#### Required action
Copy out each entry precisely; no image belongs in the result.

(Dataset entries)
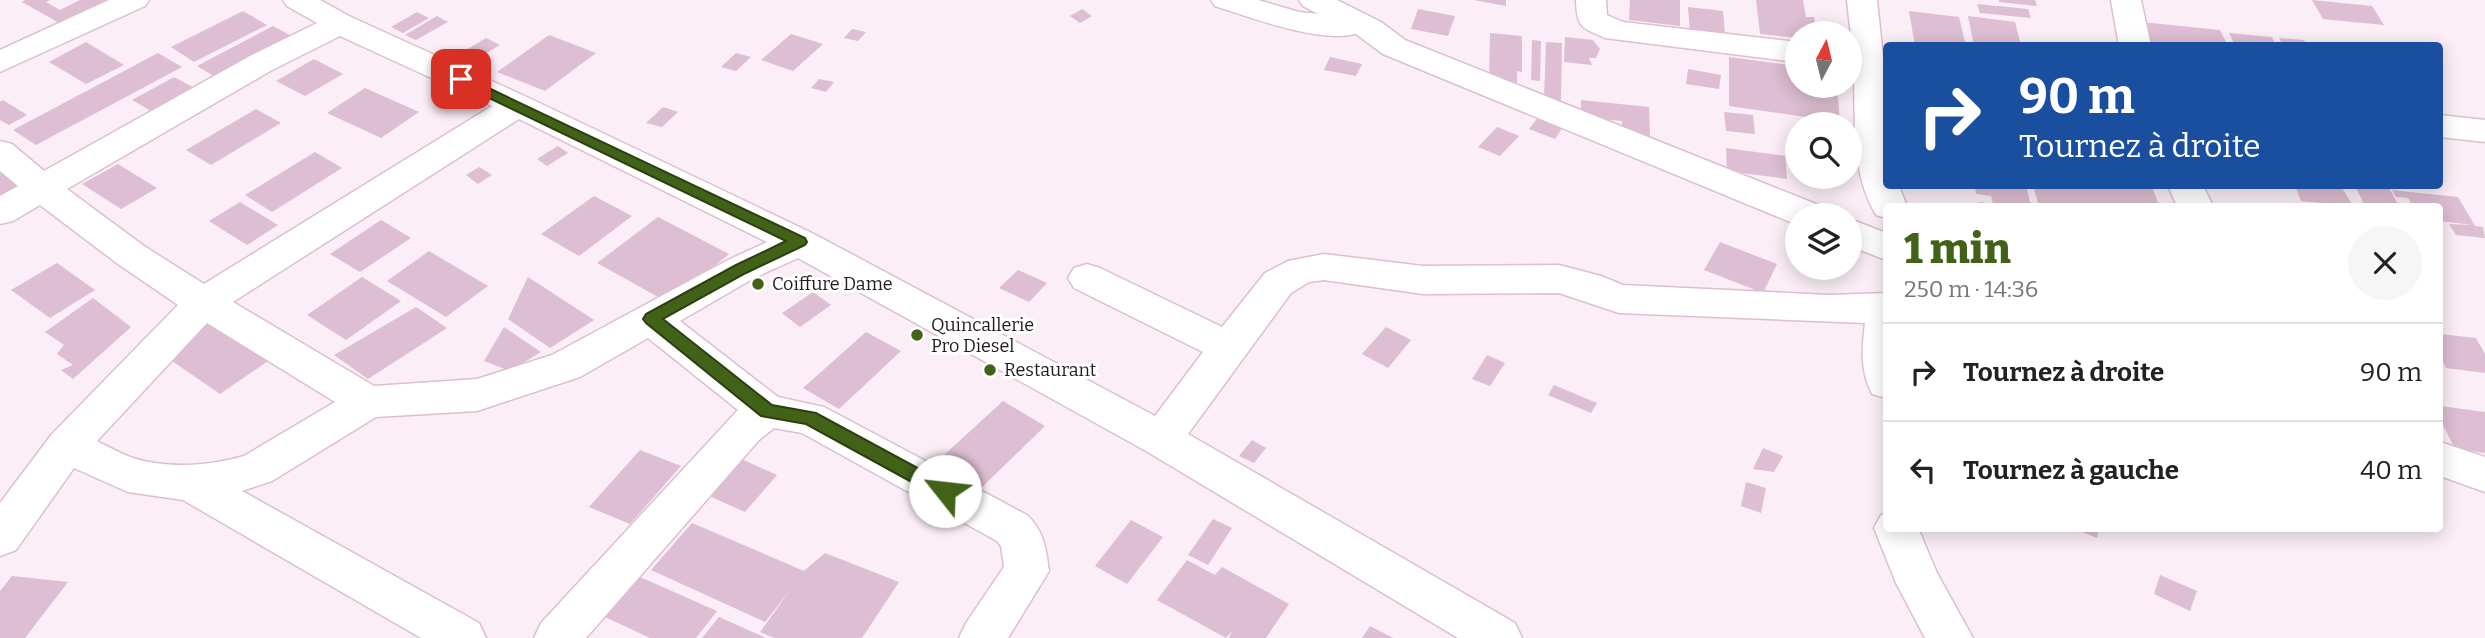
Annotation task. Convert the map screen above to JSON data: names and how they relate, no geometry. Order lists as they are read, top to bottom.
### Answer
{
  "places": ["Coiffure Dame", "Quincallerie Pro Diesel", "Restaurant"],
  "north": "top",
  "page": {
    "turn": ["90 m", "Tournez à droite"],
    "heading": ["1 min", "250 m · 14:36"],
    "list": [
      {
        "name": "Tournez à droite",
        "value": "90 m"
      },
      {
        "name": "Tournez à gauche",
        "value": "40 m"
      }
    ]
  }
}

#### Result of this task
Annotation task. Convert the map screen above to JSON data: names and how they relate, no geometry. Order lists as they are read, top to bottom.
### Answer
{
  "places": ["Coiffure Dame", "Quincallerie Pro Diesel", "Restaurant"],
  "north": "top",
  "page": {
    "turn": ["90 m", "Tournez à droite"],
    "heading": ["1 min", "250 m · 14:36"],
    "list": [
      {
        "name": "Tournez à droite",
        "value": "90 m"
      },
      {
        "name": "Tournez à gauche",
        "value": "40 m"
      }
    ]
  }
}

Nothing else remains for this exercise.